End-to-end encryption for Facebook Messenger is a long way away

As instant messaging platform have become such a common means of communication, users have become increasingly demanding. Of course, this means that people want an ever-growing list of features and tools to play with, but also that security and privacy have become priorities.

Neither "security" nor "privacy" are words that one would immediately associate with Facebook, but the company is keen to change this. Having held a workshop about the hopes and expections users have about private messaging platform, the company has presented its finding. And although it has noted a demand for end-to-end encryption, it's not something that is going to be coming to Messenger this year.

Facebook says that Messenger has been built on Mark Zuckerberg's privacy-focused vision for social networking centered on messaging -- principles of "private interactions, encryption, reducing permanence, safety, interoperability, and secure data storage".


Presenting the findings of its research, the social networking and messaging behemoth is keen to focus on this feature it has added that meet users demands. This is precisely why, the company says, features such as vanishing messages were introduced. But there is growing demand for greater security, and this is something that is demonstrated by the growing popularity of encrypted messaging services like Signal, WhatsApp and Telegram.
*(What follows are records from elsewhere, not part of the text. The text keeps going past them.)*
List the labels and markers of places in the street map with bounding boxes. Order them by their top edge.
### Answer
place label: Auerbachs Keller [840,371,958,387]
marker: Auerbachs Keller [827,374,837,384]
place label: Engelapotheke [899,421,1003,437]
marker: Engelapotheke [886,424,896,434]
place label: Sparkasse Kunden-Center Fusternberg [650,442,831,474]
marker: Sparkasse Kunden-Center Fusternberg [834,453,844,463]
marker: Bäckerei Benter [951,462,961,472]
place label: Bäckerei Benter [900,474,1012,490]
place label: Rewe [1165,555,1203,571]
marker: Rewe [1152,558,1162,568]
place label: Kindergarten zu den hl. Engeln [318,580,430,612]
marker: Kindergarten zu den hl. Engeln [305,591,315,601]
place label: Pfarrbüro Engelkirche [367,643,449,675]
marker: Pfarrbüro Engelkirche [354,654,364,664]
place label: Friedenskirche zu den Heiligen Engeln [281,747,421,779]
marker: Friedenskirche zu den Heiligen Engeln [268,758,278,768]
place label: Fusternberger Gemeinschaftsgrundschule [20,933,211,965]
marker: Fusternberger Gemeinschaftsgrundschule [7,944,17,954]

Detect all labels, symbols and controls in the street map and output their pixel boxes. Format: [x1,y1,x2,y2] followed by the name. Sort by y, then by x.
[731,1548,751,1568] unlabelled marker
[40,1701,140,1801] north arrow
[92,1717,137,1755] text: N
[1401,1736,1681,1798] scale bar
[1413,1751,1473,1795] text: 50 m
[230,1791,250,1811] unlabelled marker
Facebook Messenger remains incredibly popular, however, and the company can no longer ignore the calls for better security. But if you've been hoping for the arrival of End-to-end encryption, it's not going be happening any time soon, as Messenger policy director Gail Kent explains:

Over the past year, we introduced a number of privacy and safety tools, including more privacy settings, an app lock, safer message requests, message forwarding limits and more. We're also working hard to bring default end-to-end encryption to all of our messaging services. This will protect people's private messages and mean only the sender and recipient, not even us, can access their messages. While we expect to make more progress on default end-to-end encryption for Messenger and Instagram Direct this year, it's a long-term project and we won't be fully end-to-end encrypted until sometime in 2022 at the earliest. Moreover, the safety features we've already introduced are designed to work with end-to-end encryption, and we plan to continue building strong safety features into our services.